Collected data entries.
-- -- --

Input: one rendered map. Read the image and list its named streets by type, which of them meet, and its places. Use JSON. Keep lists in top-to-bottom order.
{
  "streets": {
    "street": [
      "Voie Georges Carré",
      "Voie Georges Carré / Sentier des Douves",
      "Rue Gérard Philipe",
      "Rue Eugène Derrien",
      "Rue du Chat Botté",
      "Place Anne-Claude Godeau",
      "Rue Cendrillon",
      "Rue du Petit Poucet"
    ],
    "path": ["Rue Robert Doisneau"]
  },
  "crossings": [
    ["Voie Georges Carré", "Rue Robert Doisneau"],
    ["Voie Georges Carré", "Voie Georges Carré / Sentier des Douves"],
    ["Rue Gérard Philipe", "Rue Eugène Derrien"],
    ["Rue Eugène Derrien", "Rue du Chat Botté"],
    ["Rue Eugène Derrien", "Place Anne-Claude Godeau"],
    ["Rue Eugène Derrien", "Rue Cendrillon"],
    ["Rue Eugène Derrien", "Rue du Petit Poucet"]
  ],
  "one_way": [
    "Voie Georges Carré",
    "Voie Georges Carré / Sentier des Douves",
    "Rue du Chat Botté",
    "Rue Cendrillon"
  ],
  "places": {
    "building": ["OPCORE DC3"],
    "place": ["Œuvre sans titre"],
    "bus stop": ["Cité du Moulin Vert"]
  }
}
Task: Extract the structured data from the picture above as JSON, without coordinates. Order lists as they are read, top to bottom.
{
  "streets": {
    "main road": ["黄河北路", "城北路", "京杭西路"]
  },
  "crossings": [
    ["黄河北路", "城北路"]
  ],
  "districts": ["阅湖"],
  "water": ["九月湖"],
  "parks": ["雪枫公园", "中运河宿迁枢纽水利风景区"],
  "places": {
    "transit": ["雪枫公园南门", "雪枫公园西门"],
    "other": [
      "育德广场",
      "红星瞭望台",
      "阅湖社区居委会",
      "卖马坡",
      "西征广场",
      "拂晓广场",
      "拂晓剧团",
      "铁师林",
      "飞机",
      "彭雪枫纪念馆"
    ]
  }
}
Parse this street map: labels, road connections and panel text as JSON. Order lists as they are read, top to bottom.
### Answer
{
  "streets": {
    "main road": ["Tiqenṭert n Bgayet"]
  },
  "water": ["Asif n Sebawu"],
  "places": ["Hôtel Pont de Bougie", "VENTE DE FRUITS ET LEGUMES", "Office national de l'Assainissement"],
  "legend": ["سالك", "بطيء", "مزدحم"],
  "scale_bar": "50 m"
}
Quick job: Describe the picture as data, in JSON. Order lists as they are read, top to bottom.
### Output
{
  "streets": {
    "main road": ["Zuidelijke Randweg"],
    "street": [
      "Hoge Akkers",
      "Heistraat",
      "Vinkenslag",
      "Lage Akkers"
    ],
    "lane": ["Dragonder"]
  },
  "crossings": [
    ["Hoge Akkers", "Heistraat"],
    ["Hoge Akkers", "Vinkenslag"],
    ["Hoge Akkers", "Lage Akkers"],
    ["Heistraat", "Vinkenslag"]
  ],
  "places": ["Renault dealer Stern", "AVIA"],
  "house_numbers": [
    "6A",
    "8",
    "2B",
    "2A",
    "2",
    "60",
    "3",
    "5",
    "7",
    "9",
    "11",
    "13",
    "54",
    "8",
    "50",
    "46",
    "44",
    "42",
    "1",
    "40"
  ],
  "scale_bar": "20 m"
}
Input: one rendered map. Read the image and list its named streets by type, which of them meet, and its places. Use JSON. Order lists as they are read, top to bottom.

-- -- --

Task requirements. Once you have read the entries above, copy them out exactly as they were given.

Written answer.
Input: one rendered map. Read the image and list its named streets by type, which of them meet, and its places. Use JSON. Keep lists in top-to-bottom order.
{
  "streets": {
    "street": [
      "Voie Georges Carré",
      "Voie Georges Carré / Sentier des Douves",
      "Rue Gérard Philipe",
      "Rue Eugène Derrien",
      "Rue du Chat Botté",
      "Place Anne-Claude Godeau",
      "Rue Cendrillon",
      "Rue du Petit Poucet"
    ],
    "path": ["Rue Robert Doisneau"]
  },
  "crossings": [
    ["Voie Georges Carré", "Rue Robert Doisneau"],
    ["Voie Georges Carré", "Voie Georges Carré / Sentier des Douves"],
    ["Rue Gérard Philipe", "Rue Eugène Derrien"],
    ["Rue Eugène Derrien", "Rue du Chat Botté"],
    ["Rue Eugène Derrien", "Place Anne-Claude Godeau"],
    ["Rue Eugène Derrien", "Rue Cendrillon"],
    ["Rue Eugène Derrien", "Rue du Petit Poucet"]
  ],
  "one_way": [
    "Voie Georges Carré",
    "Voie Georges Carré / Sentier des Douves",
    "Rue du Chat Botté",
    "Rue Cendrillon"
  ],
  "places": {
    "building": ["OPCORE DC3"],
    "place": ["Œuvre sans titre"],
    "bus stop": ["Cité du Moulin Vert"]
  }
}
Task: Extract the structured data from the picture above as JSON, without coordinates. Order lists as they are read, top to bottom.
{
  "streets": {
    "main road": ["黄河北路", "城北路", "京杭西路"]
  },
  "crossings": [
    ["黄河北路", "城北路"]
  ],
  "districts": ["阅湖"],
  "water": ["九月湖"],
  "parks": ["雪枫公园", "中运河宿迁枢纽水利风景区"],
  "places": {
    "transit": ["雪枫公园南门", "雪枫公园西门"],
    "other": [
      "育德广场",
      "红星瞭望台",
      "阅湖社区居委会",
      "卖马坡",
      "西征广场",
      "拂晓广场",
      "拂晓剧团",
      "铁师林",
      "飞机",
      "彭雪枫纪念馆"
    ]
  }
}
Parse this street map: labels, road connections and panel text as JSON. Order lists as they are read, top to bottom.
### Answer
{
  "streets": {
    "main road": ["Tiqenṭert n Bgayet"]
  },
  "water": ["Asif n Sebawu"],
  "places": ["Hôtel Pont de Bougie", "VENTE DE FRUITS ET LEGUMES", "Office national de l'Assainissement"],
  "legend": ["سالك", "بطيء", "مزدحم"],
  "scale_bar": "50 m"
}
Quick job: Describe the picture as data, in JSON. Order lists as they are read, top to bottom.
### Output
{
  "streets": {
    "main road": ["Zuidelijke Randweg"],
    "street": [
      "Hoge Akkers",
      "Heistraat",
      "Vinkenslag",
      "Lage Akkers"
    ],
    "lane": ["Dragonder"]
  },
  "crossings": [
    ["Hoge Akkers", "Heistraat"],
    ["Hoge Akkers", "Vinkenslag"],
    ["Hoge Akkers", "Lage Akkers"],
    ["Heistraat", "Vinkenslag"]
  ],
  "places": ["Renault dealer Stern", "AVIA"],
  "house_numbers": [
    "6A",
    "8",
    "2B",
    "2A",
    "2",
    "60",
    "3",
    "5",
    "7",
    "9",
    "11",
    "13",
    "54",
    "8",
    "50",
    "46",
    "44",
    "42",
    "1",
    "40"
  ],
  "scale_bar": "20 m"
}
Input: one rendered map. Read the image and list its named streets by type, which of them meet, and its places. Use JSON. Order lists as they are read, top to bottom.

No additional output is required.